Onze tocht ging verder langs het lange pad tussen de weilanden en het grote moderne kerkhof: le cimetière moderne. Die nacht was het zo donker dat je je eigen voeten niet eens kon zien, laat staan die van een ander. We liepen langs de begraafplaats. Een goed onderhouden dodenrijk vol verse bloemen, portretten en herinneringsbeelden. Hier leven de nabestaanden nog wel.

Die nacht was het waarschijnlijk gebeurd.

De volgende dag rond een uur of drie zagen wij al van verre dat iets gaande was op het lange pad. Dit keer kwamen we van de andere kant. Een vrouw was heftig aan het praten, ze opende haar autodeur. Ging naar binnen. Kwam weer buiten en sprak door haar telefoon. Politie, veel woorden. We passeerden, Ik kijk naar rechts en zie op een wit laken een bruin gekleurd skelet van een klein mens. Ik dacht meteen aan een kind. Het was een stapel botten met daarboven de schedel. Ik kijk goed naar de donkerbruine zigzag naden op de kop. Ik loop als een robot verder en kan geen woord uit mijn strot krijgen. Het leek een oud skelet dat pas was opgegraven. Waarom lag het aan de overkant van de nieuwe begraafplaats? Waarom op een schoon wit laken? Was het die nacht opgegraven? Heeft iemand het daar neergelegd met de bedoeling dat het alsnog begraven zou worden? Waarom zo open en bloot? Wat zien we over het hoofd?

Edwin en ik liepen rustig verder en spraken met elkaar alsof er niets aan de hand was. De politieauto volgde ons tergend langzaam.

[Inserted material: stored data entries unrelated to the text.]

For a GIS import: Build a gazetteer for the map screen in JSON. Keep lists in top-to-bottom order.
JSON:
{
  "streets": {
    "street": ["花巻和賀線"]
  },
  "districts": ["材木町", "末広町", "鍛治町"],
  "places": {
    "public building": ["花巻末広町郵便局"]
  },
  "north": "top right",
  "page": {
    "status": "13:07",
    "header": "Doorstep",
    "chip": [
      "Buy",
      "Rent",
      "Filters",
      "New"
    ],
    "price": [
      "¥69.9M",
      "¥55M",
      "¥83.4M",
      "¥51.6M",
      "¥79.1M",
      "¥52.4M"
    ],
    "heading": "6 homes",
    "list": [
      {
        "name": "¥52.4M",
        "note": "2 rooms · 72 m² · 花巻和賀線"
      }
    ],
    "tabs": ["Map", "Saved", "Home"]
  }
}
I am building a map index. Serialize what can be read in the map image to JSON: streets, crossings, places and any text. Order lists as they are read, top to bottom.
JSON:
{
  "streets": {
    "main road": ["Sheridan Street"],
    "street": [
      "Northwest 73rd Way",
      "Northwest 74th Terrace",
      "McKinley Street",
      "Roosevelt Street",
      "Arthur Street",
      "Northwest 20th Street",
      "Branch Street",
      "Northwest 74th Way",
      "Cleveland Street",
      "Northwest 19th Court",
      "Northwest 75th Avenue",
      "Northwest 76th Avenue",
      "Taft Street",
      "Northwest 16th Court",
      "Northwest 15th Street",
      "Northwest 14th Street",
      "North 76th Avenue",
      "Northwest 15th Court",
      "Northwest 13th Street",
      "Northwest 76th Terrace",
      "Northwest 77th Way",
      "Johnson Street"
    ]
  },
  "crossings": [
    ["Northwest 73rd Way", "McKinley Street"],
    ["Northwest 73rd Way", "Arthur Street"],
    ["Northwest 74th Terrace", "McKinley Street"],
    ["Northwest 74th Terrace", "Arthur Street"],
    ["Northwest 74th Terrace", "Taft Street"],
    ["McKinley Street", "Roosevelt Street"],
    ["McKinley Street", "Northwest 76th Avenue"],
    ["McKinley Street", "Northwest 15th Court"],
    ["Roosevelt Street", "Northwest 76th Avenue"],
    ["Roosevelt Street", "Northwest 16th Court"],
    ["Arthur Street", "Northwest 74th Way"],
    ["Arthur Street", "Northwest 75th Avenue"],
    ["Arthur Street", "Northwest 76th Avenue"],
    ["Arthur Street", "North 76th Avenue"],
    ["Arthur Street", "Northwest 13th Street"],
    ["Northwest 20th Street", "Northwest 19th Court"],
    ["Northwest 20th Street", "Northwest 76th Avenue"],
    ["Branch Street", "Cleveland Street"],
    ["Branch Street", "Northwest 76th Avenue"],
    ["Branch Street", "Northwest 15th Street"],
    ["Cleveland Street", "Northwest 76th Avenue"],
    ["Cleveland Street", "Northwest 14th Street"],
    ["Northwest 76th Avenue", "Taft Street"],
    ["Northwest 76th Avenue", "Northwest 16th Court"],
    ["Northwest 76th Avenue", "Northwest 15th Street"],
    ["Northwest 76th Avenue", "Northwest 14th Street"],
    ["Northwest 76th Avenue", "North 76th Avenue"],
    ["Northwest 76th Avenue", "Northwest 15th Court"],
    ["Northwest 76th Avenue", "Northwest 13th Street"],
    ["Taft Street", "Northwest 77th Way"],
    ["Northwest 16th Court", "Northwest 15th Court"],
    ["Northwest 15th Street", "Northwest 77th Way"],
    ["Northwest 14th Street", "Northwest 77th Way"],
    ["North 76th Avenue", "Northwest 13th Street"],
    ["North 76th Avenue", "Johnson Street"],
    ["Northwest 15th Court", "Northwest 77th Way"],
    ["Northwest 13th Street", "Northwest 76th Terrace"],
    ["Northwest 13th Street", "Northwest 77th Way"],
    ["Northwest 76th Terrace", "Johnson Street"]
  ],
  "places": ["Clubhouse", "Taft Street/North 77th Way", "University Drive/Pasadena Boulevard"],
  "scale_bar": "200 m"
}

Op de hoofdweg snelde de wagen weg.



Links kastanjes,in het midden 3 beuken en rechts hazelnootboompjes. Tussendoor ruwe berken en eiken.

Daad van verzet

Rotterdam 2 juni 2017
Gisterochtend kwam een goede vriendin op bezoek en vertelde over haar dochter Anne die in Amsterdam net buiten de ring woont in (afgedankte) woningen van asielzoekers met heel veel groen erom heen. Ze betaalt in vergelijking met andere hoofdstadbewoners een schijntje (350 euro per maand). Anne heeft een eigen kamer en deelt ruimtes met andere studenten, kunstenaars en nog wat mensen. Het is een geweldige plek.
Ze hebben een liefhebberij, die al weer een tijd door de Randstad waait: namelijk groente kweken en bomen planten. Er heerst een jaren'70-gevoel.
Wij liepen destijds niet allemaal met buttons te pronken waarop stond Back To Nature. We lieten wel massaal tegengeluiden horen. We waren met duizenden tegelijk tegen kruisraketten en demonstreerden in levende lijve naast elkaar, achter elkaar, muzikaal en luidkeels zingend over stoepstenen en straatkeien in Amsterdam. Op de radio hoorde je iDoe Maar met Als de bom valt. (Het is dan alweer de jaren'80)
Rieten tegels geurden in tienerkamers, grote posters van bossen werden de hekken van ons territorium. We plaatsten gekleurde flesjes voor ramen die je allemaal tegelijk voor maar twee gulden bij de Marskramer kocht, met daaromheen potten vol aarde en planten die leken op paraplu’s, erwten en minilantaarns. Wat waren we druk in de weer met avocado-pitten en rieten mandjes. Ik deed ook nog aan zeepjes omdat ik vond dat school stonk. Wat zeg ik school? Nee, bijna de hele wereld geurde naar uitlaatgassen, vieze haren en smerige geldspelletjes.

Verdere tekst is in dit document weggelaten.